[[ Provided data open ]]

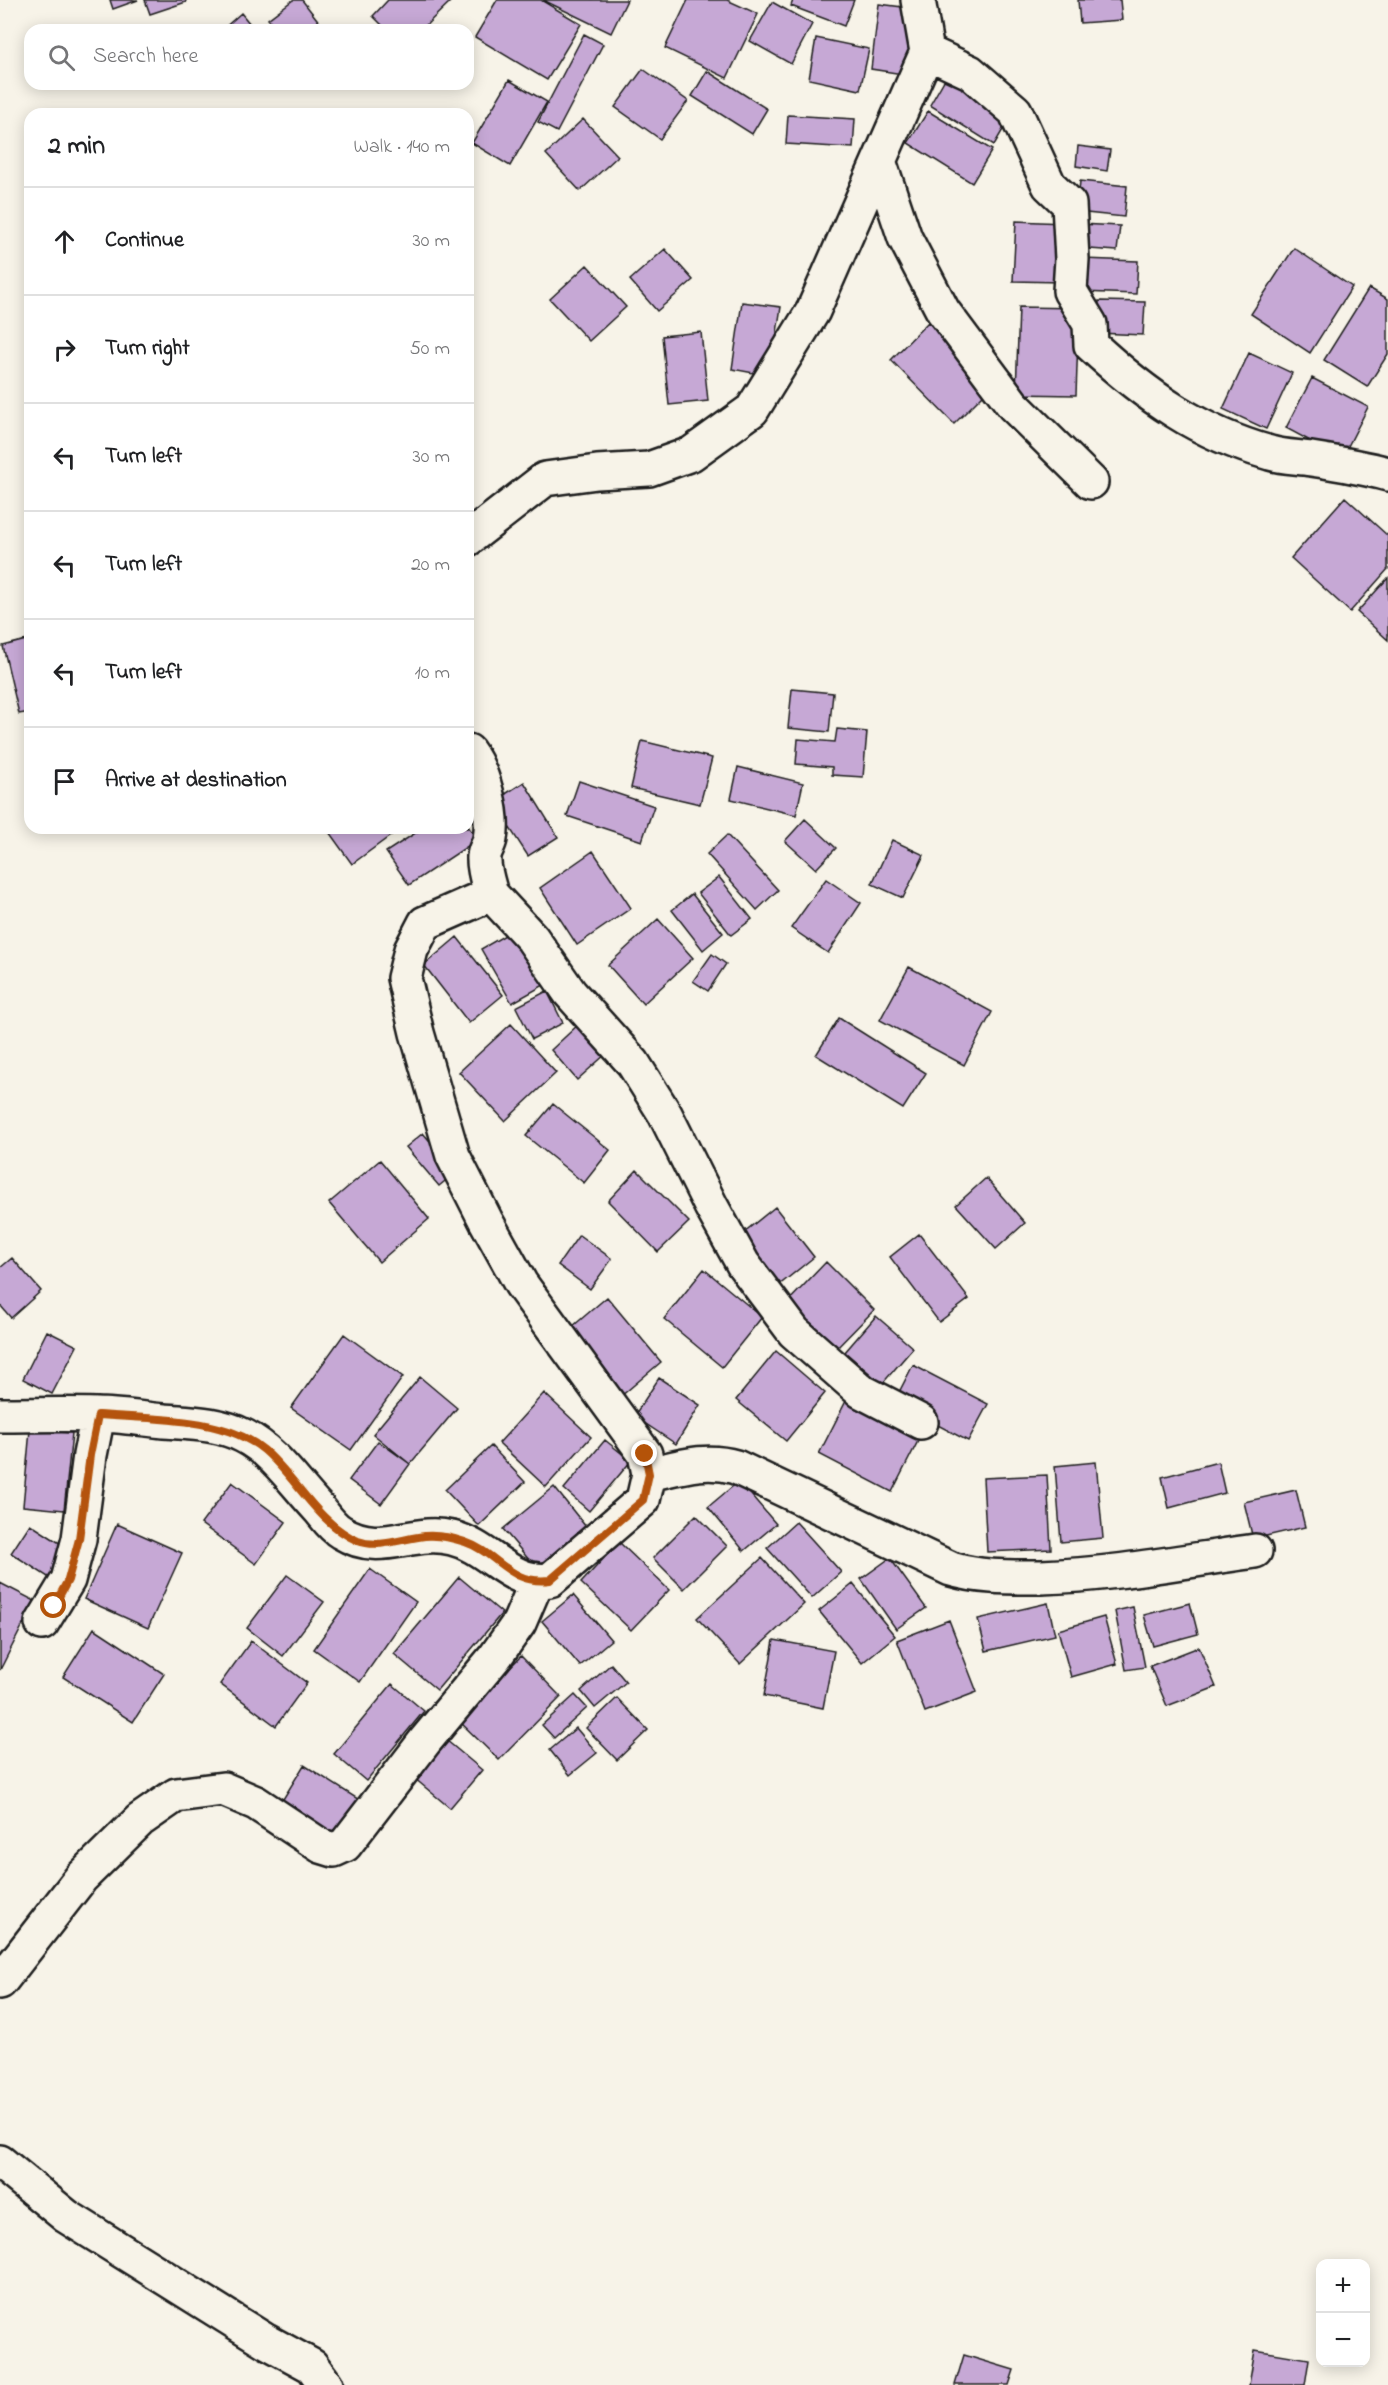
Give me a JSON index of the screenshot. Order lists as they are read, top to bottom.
{
  "page": {
    "search": "Search here",
    "heading": ["2 min", "Walk · 140 m"],
    "list": [
      ["Continue", "30 m"],
      ["Turn right", "50 m"],
      ["Turn left", "30 m"],
      ["Turn left", "20 m"],
      ["Turn left", "10 m"],
      "Arrive at destination"
    ],
    "map_buttons": ["+", "−"]
  }
}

[[ Provided data closed ]]

## Required work
Using the records above, output their complete text exactly, minus any images.

## Written answer
Give me a JSON index of the screenshot. Order lists as they are read, top to bottom.
{
  "page": {
    "search": "Search here",
    "heading": ["2 min", "Walk · 140 m"],
    "list": [
      ["Continue", "30 m"],
      ["Turn right", "50 m"],
      ["Turn left", "30 m"],
      ["Turn left", "20 m"],
      ["Turn left", "10 m"],
      "Arrive at destination"
    ],
    "map_buttons": ["+", "−"]
  }
}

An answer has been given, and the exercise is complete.